Exercise directions: Where a line in the records below includes "header", pull that line out.

Dataset entries:
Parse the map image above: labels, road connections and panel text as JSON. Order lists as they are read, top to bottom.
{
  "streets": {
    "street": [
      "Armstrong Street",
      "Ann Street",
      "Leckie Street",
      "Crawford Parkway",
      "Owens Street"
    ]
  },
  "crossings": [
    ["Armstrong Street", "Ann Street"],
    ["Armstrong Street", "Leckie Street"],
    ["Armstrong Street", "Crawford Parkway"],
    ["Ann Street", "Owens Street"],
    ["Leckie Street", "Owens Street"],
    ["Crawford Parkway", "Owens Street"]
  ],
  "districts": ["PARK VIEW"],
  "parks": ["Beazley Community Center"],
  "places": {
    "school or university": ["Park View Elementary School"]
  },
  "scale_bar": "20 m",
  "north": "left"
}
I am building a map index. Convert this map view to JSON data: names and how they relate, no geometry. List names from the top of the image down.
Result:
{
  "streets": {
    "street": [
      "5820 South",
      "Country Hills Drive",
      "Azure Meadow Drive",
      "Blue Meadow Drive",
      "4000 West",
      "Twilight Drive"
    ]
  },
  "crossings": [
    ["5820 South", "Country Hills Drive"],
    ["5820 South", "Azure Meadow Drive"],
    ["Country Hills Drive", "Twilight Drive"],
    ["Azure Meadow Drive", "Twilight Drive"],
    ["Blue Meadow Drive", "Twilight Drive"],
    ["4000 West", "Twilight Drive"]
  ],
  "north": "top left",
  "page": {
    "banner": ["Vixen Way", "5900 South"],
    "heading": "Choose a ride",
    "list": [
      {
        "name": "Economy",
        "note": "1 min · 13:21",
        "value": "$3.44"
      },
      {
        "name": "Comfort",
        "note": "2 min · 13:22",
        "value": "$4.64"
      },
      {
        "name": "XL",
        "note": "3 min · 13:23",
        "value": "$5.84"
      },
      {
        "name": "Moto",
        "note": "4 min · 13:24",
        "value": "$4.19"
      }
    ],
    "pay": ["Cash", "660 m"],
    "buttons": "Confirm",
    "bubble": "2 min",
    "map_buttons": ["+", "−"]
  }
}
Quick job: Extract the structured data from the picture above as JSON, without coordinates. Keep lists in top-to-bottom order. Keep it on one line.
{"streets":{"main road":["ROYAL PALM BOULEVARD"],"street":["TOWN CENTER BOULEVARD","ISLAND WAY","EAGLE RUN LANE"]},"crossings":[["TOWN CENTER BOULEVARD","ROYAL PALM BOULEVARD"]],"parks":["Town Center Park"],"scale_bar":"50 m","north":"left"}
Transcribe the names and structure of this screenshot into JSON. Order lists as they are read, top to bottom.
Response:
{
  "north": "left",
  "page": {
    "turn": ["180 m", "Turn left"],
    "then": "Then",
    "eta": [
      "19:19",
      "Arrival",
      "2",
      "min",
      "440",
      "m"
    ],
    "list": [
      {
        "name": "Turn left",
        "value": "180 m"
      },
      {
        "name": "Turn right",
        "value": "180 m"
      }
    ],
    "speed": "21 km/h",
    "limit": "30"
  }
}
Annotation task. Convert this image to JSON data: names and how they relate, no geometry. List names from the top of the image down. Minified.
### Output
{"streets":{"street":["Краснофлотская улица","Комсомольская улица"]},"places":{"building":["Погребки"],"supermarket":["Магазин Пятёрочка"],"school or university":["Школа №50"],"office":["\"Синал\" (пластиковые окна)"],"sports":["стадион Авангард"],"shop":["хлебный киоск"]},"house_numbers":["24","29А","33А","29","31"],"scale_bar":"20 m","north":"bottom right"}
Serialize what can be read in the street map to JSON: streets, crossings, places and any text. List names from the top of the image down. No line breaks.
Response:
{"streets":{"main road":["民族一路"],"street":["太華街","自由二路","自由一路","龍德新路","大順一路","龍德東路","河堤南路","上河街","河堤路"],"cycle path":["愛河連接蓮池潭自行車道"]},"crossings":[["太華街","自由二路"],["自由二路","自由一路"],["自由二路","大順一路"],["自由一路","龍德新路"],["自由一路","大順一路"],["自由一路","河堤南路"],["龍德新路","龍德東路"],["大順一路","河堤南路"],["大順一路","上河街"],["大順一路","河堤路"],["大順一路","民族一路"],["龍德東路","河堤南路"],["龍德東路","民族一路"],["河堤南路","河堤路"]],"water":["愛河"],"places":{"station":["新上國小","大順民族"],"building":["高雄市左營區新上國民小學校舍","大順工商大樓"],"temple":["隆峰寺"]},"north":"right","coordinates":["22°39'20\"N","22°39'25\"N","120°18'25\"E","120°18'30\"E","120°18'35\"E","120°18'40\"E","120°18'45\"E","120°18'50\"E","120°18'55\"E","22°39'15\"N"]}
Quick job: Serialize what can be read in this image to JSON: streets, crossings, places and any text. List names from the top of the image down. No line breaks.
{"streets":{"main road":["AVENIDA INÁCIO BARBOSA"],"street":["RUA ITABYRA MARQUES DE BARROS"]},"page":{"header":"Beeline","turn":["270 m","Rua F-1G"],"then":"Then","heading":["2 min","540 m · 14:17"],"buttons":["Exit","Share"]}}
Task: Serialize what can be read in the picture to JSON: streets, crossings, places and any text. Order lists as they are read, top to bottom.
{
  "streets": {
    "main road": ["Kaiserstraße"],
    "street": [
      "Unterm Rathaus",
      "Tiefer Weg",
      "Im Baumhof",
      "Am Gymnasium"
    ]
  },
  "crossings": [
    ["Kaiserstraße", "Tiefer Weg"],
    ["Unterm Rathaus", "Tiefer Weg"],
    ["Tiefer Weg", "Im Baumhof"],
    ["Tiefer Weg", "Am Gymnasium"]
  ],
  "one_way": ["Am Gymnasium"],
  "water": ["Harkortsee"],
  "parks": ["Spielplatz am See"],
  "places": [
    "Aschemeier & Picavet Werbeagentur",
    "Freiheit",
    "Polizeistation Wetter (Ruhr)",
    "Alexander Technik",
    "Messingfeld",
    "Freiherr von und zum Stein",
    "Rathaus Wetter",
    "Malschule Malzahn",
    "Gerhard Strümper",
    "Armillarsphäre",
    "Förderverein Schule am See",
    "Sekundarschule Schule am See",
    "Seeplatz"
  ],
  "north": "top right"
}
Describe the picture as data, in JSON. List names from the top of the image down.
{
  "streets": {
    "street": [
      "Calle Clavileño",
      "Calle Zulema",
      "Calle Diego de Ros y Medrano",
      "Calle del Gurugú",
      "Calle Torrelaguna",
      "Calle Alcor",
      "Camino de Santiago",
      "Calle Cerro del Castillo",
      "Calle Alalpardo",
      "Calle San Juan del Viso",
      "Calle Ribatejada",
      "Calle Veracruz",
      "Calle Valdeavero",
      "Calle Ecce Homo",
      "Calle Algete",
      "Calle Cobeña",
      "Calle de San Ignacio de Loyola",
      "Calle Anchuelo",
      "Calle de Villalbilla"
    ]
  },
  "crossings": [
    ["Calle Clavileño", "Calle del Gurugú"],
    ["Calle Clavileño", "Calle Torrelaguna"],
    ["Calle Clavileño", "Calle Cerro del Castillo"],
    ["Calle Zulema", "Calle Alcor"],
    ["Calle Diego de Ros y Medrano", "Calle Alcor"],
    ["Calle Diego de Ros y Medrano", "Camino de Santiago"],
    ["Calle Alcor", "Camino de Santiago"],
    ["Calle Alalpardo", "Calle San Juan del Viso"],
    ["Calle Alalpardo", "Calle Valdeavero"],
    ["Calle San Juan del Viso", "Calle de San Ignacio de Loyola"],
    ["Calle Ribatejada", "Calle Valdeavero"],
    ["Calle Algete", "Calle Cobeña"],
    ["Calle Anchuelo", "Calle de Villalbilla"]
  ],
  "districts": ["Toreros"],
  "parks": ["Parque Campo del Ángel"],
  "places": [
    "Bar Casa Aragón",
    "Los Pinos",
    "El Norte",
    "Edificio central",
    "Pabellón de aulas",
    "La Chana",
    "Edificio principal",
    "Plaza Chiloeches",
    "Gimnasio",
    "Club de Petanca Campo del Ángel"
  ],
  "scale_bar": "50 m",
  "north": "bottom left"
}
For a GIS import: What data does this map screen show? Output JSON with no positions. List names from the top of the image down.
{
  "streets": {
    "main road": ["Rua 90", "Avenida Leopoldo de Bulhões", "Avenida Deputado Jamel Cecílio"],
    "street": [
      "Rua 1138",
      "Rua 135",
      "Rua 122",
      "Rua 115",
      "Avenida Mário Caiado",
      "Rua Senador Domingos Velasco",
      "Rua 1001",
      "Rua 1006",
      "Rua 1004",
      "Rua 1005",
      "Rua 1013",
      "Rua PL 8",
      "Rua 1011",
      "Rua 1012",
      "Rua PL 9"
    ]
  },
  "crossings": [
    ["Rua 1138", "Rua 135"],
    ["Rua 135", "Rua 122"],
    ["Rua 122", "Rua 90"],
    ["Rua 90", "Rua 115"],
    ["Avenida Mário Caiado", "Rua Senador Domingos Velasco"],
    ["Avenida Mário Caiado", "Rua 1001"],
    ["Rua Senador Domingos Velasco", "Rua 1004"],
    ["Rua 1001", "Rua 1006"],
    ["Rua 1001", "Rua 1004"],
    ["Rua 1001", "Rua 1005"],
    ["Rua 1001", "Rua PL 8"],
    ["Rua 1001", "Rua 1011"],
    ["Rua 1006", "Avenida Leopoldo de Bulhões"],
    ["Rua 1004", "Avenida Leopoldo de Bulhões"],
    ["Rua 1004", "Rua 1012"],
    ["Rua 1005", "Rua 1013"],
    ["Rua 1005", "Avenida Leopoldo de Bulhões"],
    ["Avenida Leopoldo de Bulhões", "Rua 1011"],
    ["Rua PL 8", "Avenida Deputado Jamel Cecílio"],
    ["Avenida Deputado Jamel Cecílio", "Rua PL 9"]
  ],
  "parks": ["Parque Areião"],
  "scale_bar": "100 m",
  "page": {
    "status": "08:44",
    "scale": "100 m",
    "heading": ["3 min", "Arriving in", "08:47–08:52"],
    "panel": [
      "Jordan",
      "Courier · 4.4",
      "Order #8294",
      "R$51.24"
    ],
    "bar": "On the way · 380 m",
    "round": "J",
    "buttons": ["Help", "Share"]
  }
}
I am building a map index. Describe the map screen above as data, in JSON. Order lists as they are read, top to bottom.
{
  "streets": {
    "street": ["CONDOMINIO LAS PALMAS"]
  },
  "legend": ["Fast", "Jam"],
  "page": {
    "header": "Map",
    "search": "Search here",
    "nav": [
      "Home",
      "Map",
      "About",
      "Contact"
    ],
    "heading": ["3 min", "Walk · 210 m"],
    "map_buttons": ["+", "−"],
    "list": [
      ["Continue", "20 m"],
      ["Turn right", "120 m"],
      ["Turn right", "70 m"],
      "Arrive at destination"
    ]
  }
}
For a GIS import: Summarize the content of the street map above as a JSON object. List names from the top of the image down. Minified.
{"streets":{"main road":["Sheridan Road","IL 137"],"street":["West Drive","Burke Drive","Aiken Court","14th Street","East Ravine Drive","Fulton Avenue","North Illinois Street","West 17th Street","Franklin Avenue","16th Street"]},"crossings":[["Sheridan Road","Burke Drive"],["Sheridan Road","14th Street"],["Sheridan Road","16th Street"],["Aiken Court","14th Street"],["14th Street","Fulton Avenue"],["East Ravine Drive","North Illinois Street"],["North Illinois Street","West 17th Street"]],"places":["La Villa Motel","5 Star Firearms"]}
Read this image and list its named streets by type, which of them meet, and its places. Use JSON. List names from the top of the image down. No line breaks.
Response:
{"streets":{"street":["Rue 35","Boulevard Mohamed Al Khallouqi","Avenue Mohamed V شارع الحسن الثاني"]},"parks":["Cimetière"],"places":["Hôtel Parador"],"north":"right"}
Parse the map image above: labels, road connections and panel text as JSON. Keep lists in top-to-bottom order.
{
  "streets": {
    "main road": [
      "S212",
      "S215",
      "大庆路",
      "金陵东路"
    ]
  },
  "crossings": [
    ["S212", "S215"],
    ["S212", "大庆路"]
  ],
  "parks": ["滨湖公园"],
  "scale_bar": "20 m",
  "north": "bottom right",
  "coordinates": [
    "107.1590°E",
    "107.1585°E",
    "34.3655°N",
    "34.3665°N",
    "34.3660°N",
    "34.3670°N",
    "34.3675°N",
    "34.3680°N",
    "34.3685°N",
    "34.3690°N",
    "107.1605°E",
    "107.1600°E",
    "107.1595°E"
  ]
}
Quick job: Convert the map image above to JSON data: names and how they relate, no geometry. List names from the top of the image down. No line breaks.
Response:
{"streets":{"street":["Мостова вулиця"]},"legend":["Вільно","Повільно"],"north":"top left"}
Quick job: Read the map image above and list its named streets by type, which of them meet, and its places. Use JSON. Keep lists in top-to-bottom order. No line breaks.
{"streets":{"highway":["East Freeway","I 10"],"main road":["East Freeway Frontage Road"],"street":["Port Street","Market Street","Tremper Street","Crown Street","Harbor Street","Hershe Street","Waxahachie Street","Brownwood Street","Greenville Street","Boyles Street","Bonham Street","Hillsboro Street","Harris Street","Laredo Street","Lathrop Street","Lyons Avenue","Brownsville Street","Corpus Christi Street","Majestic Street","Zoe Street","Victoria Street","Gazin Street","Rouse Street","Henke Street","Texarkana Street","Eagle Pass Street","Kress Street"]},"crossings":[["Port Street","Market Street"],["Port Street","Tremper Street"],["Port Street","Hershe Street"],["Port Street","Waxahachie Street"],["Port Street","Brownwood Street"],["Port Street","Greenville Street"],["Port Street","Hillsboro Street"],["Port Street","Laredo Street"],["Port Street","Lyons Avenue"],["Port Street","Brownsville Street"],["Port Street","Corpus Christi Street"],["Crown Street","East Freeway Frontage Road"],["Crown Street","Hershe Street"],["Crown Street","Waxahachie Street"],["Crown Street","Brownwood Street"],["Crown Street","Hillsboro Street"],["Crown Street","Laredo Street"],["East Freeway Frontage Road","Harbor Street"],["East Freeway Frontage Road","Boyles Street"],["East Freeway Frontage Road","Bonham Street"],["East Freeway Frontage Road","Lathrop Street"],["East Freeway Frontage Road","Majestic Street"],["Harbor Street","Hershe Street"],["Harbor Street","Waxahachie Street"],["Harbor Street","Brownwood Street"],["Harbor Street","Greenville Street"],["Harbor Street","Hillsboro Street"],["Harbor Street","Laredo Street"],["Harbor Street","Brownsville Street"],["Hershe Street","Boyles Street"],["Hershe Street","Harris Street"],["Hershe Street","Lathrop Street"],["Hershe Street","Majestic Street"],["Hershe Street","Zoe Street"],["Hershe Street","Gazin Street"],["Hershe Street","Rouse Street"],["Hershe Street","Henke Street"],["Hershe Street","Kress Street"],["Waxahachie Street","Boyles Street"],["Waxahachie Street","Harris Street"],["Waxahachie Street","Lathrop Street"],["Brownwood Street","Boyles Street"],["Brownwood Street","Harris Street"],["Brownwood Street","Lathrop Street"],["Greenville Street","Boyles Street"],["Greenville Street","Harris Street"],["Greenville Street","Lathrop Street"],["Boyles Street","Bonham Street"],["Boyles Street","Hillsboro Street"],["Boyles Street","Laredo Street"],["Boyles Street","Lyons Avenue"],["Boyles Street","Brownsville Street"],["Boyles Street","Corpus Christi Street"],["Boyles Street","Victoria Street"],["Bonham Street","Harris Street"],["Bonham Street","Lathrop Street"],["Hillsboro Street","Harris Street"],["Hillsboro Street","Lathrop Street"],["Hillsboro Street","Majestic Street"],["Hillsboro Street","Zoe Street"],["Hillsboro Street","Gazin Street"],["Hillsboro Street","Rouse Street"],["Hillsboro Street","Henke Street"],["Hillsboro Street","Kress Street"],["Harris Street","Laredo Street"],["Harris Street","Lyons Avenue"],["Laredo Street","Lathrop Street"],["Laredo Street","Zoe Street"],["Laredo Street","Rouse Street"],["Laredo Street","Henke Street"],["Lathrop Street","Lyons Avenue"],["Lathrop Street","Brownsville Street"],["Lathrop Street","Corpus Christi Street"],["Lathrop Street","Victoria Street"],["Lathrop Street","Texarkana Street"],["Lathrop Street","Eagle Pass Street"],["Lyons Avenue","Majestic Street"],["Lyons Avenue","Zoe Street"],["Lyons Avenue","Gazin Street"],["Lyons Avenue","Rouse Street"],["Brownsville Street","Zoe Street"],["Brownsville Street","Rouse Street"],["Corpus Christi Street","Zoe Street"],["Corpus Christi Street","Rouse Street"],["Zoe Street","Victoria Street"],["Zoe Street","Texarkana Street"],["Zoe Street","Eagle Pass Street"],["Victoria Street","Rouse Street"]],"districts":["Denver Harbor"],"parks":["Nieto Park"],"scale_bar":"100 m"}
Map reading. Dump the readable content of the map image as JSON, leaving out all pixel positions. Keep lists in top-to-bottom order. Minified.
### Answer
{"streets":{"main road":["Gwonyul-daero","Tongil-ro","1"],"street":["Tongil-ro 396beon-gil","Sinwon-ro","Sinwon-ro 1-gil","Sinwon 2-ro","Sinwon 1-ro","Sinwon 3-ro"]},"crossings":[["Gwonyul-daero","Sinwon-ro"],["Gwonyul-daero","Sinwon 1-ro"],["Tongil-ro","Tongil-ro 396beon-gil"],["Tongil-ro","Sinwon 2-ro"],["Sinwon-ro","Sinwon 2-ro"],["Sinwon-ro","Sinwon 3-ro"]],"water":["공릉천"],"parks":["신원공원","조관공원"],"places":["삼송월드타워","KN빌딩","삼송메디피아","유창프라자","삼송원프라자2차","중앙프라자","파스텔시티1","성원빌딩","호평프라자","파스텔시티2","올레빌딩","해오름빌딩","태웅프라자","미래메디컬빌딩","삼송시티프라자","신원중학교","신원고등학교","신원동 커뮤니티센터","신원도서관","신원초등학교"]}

Output:
{"streets":{"main road":["AVENIDA INÁCIO BARBOSA"],"street":["RUA ITABYRA MARQUES DE BARROS"]},"page":{"header":"Beeline","turn":["270 m","Rua F-1G"],"then":"Then","heading":["2 min","540 m · 14:17"],"buttons":["Exit","Share"]}}
    "header": "Map",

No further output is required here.